Spurlock admits prior to making the film he usually consumed fast food once a month. This was probably one of the hardest lessons to learn and now says if he’s going to have a burger, it’s going to be a real one. But the consequences of his little experiment continue to haunt him. “If I smell a Big Mac my mouth will water immediately. I’m like Pavlov’s dog. I will want it but I can’t eat it because the minute I eat it, it tastes like non-food. The french fries taste like smoked plastic. If I drink a fountain soda then in the back of my throat and nostrils, I will breathe in and out chemicals for the next few hours. If I take a bite of a burger—you know that nice ‘McFilm’ you get in your mouth? Well, I can’t eat it. I get disgusted by it.” Spurlock’s girlfriend, a vegan chef who also appears in the film, is probably pleased by this extreme reprogramming, though she was obviously horrified by the process. She also created a very specific “detox” diet for him, but Spurlock reports having a fast food hangover that lasted for three days after he quit. “I had the worst headache that lasted for 24 hours and I’ve never felt so depressed,” he admits. It should be noted that it took him fourteen months to lose the 24 pounds he gained during the film (five months for the first twenty and nine for the last four).

One of the more powerful sequences in the film is when Morgan holds up famous pictures of historical and contemporary people to a group of kids. They couldn’t identify people like George W. Bush, but were instantly able to identify Ronald McDonald. The scary part is it’s a type of media imprinting that the McDonald’s corporation has mastered over the years. “The brilliance of their marketing is that it conditions kids from such an early age with the toys, the playground and the clowns, which then installs happy feelings and happy thoughts,” Spurlock points out. “One thing you also have to realize is that if you watch the commercials, the clown never eats the food. Why is that? He leads you in, but he won’t eat the food.” Spurlock believes that the only way to stop the madness is to put a ban on marketing to kids, just as many places in the Netherlands have done.

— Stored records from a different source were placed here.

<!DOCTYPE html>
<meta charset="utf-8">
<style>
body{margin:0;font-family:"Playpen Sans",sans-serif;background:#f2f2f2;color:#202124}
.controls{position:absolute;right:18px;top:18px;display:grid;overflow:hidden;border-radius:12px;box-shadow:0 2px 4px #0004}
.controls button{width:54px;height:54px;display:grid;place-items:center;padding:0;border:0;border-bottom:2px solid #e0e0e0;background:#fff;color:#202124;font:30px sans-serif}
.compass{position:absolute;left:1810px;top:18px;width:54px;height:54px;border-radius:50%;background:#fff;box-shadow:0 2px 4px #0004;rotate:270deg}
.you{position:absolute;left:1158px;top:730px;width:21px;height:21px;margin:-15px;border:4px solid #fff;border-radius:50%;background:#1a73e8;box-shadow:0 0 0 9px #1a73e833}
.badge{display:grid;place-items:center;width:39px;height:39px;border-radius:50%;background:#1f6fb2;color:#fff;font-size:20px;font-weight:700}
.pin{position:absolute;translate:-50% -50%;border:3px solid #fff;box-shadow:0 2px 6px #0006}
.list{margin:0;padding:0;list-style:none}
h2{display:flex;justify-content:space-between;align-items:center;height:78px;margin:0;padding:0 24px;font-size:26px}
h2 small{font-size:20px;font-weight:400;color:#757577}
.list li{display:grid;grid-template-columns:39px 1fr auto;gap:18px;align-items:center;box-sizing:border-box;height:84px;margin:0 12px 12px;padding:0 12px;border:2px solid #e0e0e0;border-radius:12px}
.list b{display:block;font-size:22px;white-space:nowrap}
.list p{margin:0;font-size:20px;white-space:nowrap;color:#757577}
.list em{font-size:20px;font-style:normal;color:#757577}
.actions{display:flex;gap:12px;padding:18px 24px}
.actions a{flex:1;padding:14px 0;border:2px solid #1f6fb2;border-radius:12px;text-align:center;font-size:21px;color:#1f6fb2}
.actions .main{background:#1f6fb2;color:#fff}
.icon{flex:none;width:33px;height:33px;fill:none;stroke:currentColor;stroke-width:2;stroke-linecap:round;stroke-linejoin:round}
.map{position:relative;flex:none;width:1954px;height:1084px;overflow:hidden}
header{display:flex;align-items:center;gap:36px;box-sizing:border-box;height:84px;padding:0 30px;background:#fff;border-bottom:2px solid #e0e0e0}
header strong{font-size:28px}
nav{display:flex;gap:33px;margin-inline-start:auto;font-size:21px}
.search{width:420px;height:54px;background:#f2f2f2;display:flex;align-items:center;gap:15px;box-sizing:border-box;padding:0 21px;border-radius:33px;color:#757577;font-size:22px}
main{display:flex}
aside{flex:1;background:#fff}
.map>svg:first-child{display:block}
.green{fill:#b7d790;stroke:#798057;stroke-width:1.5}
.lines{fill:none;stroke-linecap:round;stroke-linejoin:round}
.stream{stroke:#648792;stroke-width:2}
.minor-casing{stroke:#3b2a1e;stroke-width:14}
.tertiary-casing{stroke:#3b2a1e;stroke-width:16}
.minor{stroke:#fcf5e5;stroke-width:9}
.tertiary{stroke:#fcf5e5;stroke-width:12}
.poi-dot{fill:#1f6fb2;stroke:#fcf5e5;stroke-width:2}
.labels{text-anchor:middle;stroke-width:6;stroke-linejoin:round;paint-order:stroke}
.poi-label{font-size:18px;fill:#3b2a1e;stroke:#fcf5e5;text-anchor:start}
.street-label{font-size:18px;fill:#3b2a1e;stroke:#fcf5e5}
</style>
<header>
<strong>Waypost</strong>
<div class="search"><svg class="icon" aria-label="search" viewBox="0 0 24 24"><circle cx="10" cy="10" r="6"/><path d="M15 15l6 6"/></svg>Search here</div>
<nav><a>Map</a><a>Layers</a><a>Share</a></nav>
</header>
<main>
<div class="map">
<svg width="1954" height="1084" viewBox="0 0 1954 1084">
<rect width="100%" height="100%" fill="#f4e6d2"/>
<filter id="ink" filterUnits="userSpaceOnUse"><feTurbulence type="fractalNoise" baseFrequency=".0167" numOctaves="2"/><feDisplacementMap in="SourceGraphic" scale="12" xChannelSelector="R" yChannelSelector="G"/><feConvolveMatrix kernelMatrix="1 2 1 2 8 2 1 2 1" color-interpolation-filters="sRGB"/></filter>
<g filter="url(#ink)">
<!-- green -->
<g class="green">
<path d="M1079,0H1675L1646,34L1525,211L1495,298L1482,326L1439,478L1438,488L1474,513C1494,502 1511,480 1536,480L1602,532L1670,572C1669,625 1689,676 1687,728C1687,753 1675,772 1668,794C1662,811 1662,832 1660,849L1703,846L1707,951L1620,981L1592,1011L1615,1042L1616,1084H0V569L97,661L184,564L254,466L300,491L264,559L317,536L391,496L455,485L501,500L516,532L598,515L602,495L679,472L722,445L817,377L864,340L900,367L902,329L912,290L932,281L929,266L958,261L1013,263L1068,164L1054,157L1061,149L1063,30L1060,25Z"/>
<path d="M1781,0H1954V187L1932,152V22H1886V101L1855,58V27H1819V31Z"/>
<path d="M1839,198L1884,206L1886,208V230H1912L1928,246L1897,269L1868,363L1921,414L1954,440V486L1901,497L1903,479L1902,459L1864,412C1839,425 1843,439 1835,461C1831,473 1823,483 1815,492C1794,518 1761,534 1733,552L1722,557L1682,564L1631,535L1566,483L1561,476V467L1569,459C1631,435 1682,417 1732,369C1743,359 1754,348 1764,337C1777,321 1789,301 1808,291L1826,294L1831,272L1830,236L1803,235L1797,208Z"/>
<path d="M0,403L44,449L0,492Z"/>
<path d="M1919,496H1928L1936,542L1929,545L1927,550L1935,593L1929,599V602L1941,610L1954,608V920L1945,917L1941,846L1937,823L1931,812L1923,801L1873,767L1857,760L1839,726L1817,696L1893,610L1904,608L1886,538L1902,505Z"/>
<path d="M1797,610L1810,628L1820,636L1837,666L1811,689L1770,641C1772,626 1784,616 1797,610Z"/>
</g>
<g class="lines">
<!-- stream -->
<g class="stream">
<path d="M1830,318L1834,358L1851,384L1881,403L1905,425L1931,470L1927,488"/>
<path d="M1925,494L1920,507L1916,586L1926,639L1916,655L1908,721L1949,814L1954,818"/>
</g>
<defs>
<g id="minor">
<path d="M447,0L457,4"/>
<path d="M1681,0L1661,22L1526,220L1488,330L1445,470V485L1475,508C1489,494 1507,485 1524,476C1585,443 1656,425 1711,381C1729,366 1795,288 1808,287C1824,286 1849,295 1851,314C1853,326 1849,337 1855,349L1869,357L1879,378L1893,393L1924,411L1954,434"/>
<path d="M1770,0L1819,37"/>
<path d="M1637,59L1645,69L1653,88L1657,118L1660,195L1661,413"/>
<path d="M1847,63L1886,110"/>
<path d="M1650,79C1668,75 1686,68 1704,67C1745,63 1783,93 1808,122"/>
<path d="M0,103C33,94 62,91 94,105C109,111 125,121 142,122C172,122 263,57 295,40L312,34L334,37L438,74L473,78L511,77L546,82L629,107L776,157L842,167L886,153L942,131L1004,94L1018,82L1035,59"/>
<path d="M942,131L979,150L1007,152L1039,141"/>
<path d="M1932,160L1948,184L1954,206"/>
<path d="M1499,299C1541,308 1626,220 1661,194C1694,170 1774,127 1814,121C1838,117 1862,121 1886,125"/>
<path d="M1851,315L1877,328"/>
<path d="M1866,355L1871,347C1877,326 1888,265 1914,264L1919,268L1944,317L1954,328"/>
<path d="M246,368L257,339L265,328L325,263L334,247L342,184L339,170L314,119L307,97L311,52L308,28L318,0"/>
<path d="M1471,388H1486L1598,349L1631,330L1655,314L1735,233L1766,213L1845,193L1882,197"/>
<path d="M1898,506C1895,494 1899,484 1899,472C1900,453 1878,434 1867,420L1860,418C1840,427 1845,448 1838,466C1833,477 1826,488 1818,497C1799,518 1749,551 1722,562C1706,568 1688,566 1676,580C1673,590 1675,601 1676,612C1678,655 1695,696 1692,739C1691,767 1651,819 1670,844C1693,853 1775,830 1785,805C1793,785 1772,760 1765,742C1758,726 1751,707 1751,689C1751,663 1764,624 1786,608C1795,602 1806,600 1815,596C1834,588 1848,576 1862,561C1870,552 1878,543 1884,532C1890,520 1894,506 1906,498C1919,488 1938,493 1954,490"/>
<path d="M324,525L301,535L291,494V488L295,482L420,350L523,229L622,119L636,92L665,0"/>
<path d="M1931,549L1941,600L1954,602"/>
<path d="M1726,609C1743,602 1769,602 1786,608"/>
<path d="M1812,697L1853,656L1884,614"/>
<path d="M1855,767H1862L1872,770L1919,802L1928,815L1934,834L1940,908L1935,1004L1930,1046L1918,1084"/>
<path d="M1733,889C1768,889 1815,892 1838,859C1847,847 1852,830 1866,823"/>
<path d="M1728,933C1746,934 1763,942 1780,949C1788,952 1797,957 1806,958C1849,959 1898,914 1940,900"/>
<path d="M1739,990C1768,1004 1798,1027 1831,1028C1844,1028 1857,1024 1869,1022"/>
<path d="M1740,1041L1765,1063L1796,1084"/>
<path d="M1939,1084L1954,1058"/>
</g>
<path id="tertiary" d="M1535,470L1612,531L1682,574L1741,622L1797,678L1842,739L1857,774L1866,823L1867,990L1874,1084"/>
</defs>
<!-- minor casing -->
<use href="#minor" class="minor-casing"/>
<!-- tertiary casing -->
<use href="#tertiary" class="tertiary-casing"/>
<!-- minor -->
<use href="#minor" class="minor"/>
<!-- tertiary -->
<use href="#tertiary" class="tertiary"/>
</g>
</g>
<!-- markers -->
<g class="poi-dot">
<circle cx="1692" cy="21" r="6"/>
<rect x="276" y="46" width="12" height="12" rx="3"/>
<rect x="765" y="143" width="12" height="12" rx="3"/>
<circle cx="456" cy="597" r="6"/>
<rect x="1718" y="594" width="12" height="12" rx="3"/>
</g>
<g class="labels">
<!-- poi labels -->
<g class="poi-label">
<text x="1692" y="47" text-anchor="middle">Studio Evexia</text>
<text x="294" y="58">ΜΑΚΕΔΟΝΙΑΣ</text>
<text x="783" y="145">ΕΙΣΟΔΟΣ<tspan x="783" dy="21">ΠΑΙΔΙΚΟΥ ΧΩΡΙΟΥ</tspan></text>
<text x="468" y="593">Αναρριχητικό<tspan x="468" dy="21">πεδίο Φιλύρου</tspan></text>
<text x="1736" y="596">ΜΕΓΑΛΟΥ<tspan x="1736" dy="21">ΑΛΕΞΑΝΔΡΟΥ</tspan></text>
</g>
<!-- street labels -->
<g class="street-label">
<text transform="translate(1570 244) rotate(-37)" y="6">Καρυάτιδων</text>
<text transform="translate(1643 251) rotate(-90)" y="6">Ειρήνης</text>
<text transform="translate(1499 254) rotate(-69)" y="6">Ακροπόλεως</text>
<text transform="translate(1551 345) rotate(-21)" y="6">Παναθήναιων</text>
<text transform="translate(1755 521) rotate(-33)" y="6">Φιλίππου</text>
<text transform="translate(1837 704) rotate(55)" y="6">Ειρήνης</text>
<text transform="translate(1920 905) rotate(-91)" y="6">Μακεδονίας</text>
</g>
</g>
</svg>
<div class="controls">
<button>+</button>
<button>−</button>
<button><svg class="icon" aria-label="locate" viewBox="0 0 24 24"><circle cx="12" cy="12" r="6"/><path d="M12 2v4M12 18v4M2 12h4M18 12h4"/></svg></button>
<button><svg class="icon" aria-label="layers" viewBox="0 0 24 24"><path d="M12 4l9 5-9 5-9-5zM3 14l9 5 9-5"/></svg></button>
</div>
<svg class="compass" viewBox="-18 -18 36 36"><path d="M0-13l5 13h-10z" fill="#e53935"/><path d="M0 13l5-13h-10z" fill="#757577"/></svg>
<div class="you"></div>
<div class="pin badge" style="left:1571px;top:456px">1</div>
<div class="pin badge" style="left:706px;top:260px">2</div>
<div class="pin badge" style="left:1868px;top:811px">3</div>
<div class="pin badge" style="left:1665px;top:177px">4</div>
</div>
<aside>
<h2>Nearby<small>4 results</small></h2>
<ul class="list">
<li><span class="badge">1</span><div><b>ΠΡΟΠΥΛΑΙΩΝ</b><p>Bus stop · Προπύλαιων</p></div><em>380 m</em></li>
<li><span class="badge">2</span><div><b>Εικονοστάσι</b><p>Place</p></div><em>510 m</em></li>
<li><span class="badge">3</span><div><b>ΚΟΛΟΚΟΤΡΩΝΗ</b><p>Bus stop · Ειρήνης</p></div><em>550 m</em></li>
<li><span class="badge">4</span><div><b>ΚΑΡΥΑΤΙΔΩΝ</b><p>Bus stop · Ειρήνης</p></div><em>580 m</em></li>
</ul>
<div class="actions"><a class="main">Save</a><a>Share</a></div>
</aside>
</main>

But perhaps the scariest part of the film is when he delves into the public school lunch program. “That is by far the most disturbing thing out of everything we shot, everything that happened, or anything that even happened to me,” he confides. “ I find the school lunch program appalling. Parents don’t know and that is frightening. They give their kids three dollars and think they are being taken care of there. And it’s like they have the keys to the 7-11 store. They have the ice-cream, pizza, burgers, candy bars and sweetened drinks.” Spurlock continues to shock us by disclosing that one of the schools in Illinois actually has an ICEE machine in their lunchroom.

He also reminds us the federal lunch program isn’t much better, with their processed food and where absolutely no actual cooking goes on at all. He firmly believes we as a country have to get our priorities straight. “We have to realize that the schools have our kids from the time they are 5-18—a third of their lives. For some kids this is the only warm meal they will get in a day. Why not make it good? Why not make it healthy?” Spurlock questions. “Instead we are pumping kids full of chemicals and sugar, and then they wonder why little Johnny has ADD. And then they think they should put him on Ritalin. We are hopping our kids up on all this garbage and then we are feeding them full of drugs. It’s a vicious cycle.”
With that, the publicist announces that our half-hour is up. But we are having way too much fun and we want to keep talking. “He likes us,” Gillian says with glee. I smile at everyone and say, “We like him too.” So we continue our heated discussion along with another glass of wine. It turns out this birthday wasn’t so bad after all. In fact, it will be one that will stay lodged in my memory, just like the toxic experience of McDonalds’ non-food will consume Spurlock’s psyche for the rest of his life.